ABOUT THIS EXERCISE ▸ Your response should be a copy of each line in the listing below that includes the word "linecap".

*** EXCERPTED RECORDS

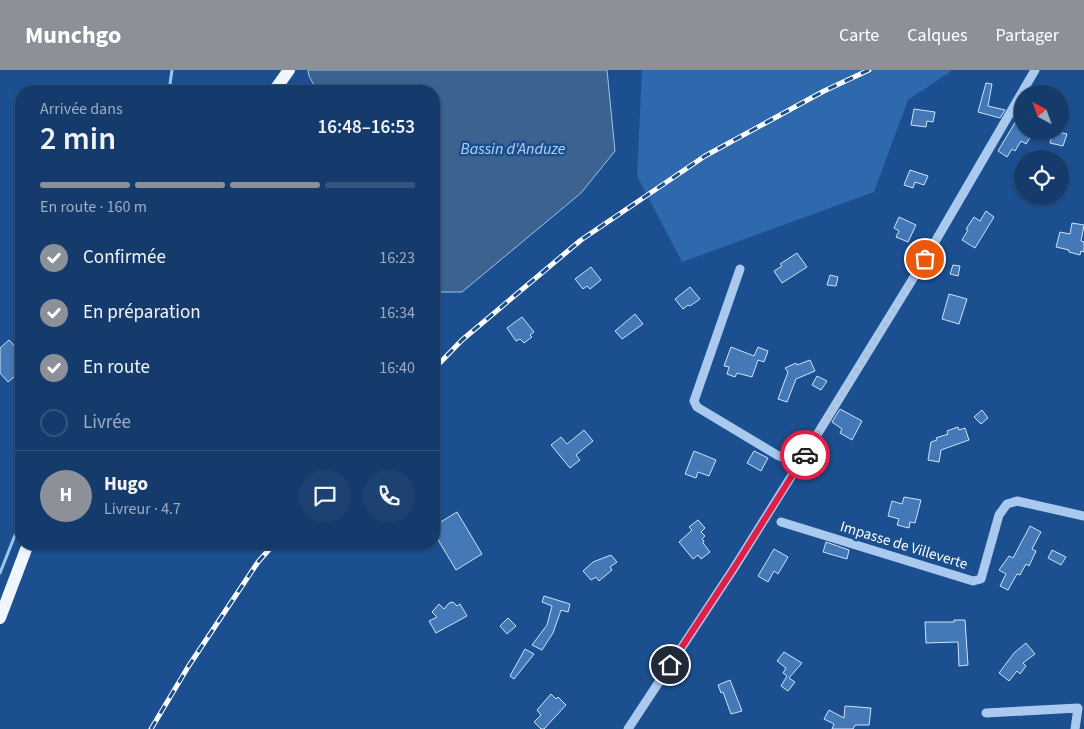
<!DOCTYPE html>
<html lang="fr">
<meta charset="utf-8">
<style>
:root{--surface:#143b6b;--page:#1d4271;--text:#f1f3f6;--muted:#9dadc1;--line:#33557e;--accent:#8c9099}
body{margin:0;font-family:"Source Sans 3",sans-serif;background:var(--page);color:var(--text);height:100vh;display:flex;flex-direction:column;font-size:19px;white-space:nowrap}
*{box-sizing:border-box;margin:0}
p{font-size:16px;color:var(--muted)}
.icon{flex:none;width:28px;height:28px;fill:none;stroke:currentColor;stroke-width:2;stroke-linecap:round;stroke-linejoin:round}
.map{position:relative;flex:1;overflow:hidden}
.details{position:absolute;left:15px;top:15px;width:425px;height:465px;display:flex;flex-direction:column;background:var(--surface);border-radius:20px;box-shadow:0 1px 4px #0004,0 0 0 1px var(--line)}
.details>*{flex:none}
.needle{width:32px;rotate:319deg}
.buttons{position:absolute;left:1014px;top:15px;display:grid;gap:10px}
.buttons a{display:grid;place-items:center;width:55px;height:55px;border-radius:50%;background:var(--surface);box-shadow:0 1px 4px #0004,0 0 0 1px var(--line);font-size:25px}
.pin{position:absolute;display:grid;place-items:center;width:42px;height:42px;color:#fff;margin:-21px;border:2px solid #fff;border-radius:50%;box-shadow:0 1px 5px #0007}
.courier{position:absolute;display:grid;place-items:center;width:50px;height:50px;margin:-25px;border:4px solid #e11d48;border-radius:50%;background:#fff;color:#222;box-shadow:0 1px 6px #0007}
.summary em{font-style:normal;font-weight:600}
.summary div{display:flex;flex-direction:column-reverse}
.summary{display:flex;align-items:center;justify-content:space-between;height:85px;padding:0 25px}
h1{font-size:32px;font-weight:600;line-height:38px}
.bar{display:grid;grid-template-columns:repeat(4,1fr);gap:8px 5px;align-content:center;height:60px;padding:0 25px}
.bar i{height:6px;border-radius:4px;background:var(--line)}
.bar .current{background:var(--accent)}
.bar p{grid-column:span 4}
.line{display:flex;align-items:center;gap:12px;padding:0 25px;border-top:1px solid var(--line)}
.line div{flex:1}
.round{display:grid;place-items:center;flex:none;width:52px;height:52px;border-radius:26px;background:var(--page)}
ol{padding:0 25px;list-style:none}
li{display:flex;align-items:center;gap:15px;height:55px}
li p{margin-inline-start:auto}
li .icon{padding:5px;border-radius:50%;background:var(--accent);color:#fff;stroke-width:4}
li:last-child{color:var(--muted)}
li i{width:28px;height:28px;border:2px solid var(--line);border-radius:50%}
header{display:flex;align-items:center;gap:30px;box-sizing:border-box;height:70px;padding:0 25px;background:var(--accent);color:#fff}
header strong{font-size:24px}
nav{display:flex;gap:28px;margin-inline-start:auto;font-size:18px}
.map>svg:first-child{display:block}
.green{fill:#2e69ad}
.water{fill:#3c6290;stroke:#9cc4f0}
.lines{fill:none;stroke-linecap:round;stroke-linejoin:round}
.stream{stroke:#9cc4f0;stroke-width:3}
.building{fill:#4478b7;stroke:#cfe3fa}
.minor{stroke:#a9c9ee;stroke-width:9}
.major{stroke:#f0f6ff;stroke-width:12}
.rail-casing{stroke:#fff;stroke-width:5}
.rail{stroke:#1b4f8f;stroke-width:3;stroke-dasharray:9;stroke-linecap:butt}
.done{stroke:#afc1d8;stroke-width:5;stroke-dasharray:0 9}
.route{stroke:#e11d48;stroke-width:6}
.labels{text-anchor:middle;stroke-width:5;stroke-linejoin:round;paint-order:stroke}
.street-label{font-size:15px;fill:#fff;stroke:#1b4f8f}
.water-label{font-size:16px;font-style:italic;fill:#b5d3f5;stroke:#1b4f8f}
</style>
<header>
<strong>Munchgo</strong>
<nav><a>Carte</a><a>Calques</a><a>Partager</a></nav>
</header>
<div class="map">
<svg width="1084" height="659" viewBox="0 0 1084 659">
<rect width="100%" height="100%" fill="#1b4f8f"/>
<!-- green -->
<path class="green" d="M642 0H950V2L908 30 874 122 682 192 637 106Z"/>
<!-- water -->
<path class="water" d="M308 0H607L615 81 581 123 462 222H434V21H317L309 6Z"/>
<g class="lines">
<!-- stream -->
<path class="stream" d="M169 21 172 0
M0 503 21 450"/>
</g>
<!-- building -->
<path class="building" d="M986 13 992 14 988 36 1005 40 1000 48 978 42Z
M914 39 935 42 933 52 927 51 926 57 911 55Z
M1016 51 1022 55V61H1034L1026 74 1021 71 1015 81 1012 79 1007 87 998 81Z
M1053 61 1067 64 1063 76 1050 73Z
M910 100 928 106 924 115 915 112 913 118 904 115Z
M986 141 994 147 975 178 962 170 968 160 966 159 974 147 980 151Z
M899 147 916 155 908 172 896 167 899 161 894 158Z
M1072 153 1084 155 1081 171 1084 172V182L1081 181 1080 185 1069 182V180L1056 177 1060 162 1070 164Z
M797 183 807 197 782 213 774 201 782 196 780 194Z
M953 195 960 196 958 206 950 204Z
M591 197 601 210 590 219 587 216 583 219 575 209Z
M830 205 838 207 836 216 827 215Z
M690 217 700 229 690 236 688 235 683 239 675 229Z
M949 224 967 229 959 254 942 249Z
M635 244 643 254 622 269 615 261Z
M522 247 534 262 530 265 532 267 524 273 520 269 516 271 507 258Z
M9 270 21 283V301L8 312 0 303V278Z
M731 277 754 286 758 277 768 281 764 292 758 290 752 307 737 303 735 307 727 304 729 297 724 296Z
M810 290 815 301 796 309 787 332 778 329 788 302 785 298 796 293 797 295Z
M817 306 827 311 821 320 812 315Z
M840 339 862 351 852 370 840 363 842 359 832 352Z
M982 340 988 348 981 354 974 347Z
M958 357 959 360 965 358 969 370 941 380 939 392 928 390 931 372 937 370 936 368 948 364 947 361Z
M584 360 593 371 576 385 580 390 570 398 551 375 561 367 567 374Z
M694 381 716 390 709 406 698 402 696 408 685 404Z
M754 381 768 388 761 401 747 393Z
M904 427 921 430 915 453 910 452 909 458 897 455 899 449 888 446 892 431 902 434Z
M457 442 482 484 456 500 434 463V456Z
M698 450 705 458 701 462 705 466 702 469 704 471 703 473 710 482 701 489 698 485 693 489 679 472 692 460 689 457Z
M1030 456 1041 462 1032 479 1036 481 1029 496 1026 494 1020 505 1017 504 1008 520 1000 516 1006 504 999 500 1009 486 1013 488Z
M826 472 849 480 847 489 823 482Z
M774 479 788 487 778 504 774 501 768 512 758 506Z
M1052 480 1066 487 1061 495 1048 488Z
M611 485 617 492 610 497 612 500 599 511 596 507 591 510 583 501 593 492Z
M544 526 570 534 568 542 561 540 553 563 542 580 532 575 547 555 552 536 542 532Z
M453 532 457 536 460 534 467 546 436 563 429 551 437 547 432 542 439 534 444 539 449 533Z
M508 548 516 556 507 564 500 556Z
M954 550H965L968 595 959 596 958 572 926 573 925 552H954Z
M1026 573 1035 584 1023 593 1026 596 1020 604 1017 601 1009 611 999 603 1014 583Z
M525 579 534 584 514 609 510 606Z
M784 582 802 593 789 608 795 612 788 621 781 616 787 606 783 603 786 598 777 591Z
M730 610 742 641 731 644 723 622 721 623 718 615Z
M551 624 556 629 558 627 566 635 544 659H541L534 652 541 645 537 640Z
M845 636 871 638 869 655H855L853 659H832L834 654 824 649 829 640 844 648Z"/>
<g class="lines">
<!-- minor -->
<path class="minor" d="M740 199 694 331 697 337 777 385 799 394
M781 452 973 511 981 509 999 445 1007 434 1017 431 1084 446
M986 643 1078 638 1075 659
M628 659 734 498 799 394 925 189 1035 0"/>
<!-- major -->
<path class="major" d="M274 21 289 0
M0 548 28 474"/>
<!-- rail casing -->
<g class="rail-casing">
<path id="rail" d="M434 299 462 270 581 170 705 86 824 21 869 0
M151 659 188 597 258 492 274 474"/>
</g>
<!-- rail -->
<use href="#rail" class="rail"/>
</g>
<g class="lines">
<!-- done -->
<path class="done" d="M805 385 925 189"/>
<!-- route -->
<path class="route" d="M670 595 734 498 805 385"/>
</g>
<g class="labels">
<!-- street labels -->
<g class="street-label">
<text transform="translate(904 475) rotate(17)" y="5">Impasse de Villeverte</text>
</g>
<!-- water labels -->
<g class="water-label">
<text x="513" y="84">Bassin d'Anduze</text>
</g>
</g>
</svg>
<div class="buttons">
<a><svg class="needle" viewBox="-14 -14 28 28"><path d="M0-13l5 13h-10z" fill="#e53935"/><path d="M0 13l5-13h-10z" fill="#9dadc1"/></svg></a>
<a><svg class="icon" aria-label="locate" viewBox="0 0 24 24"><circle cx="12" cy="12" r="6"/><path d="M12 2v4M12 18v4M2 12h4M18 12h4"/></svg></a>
</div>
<div class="pin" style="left:925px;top:189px;background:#ea580c"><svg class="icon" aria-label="bag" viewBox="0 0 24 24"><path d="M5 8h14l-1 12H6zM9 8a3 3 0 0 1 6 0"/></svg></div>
<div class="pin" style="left:670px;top:595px;background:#1f2937"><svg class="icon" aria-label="home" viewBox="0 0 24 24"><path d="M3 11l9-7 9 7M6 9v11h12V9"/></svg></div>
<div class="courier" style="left:805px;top:385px"><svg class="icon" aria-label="car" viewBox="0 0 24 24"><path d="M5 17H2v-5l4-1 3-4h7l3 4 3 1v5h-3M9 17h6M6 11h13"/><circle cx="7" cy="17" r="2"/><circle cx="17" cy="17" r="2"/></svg></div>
<section class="details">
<div class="summary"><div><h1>2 min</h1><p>Arrivée dans</p></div><em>16:48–16:53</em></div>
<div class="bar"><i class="current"></i><i class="current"></i><i class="current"></i><i></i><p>En route · 160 m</p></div>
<ol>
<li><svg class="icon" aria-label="check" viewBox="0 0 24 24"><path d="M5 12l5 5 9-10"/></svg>Confirmée<p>16:23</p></li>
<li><svg class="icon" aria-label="check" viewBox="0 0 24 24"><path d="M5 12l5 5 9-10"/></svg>En préparation<p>16:34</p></li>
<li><svg class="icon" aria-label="check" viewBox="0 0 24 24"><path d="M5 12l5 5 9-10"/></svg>En route<p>16:40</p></li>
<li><i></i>Livrée</li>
</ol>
<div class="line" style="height:90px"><b class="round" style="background:var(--accent);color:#fff">H</b><div><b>Hugo</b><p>Livreur · 4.7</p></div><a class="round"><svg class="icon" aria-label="chat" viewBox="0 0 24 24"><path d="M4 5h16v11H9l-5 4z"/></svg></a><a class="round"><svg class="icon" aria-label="phone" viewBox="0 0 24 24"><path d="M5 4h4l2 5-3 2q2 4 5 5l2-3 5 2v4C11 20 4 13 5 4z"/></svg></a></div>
</section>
</div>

******

PROBLEM SOLUTION ▸
.icon{flex:none;width:28px;height:28px;fill:none;stroke:currentColor;stroke-width:2;stroke-linecap:round;stroke-linejoin:round}
.lines{fill:none;stroke-linecap:round;stroke-linejoin:round}
.rail{stroke:#1b4f8f;stroke-width:3;stroke-dasharray:9;stroke-linecap:butt}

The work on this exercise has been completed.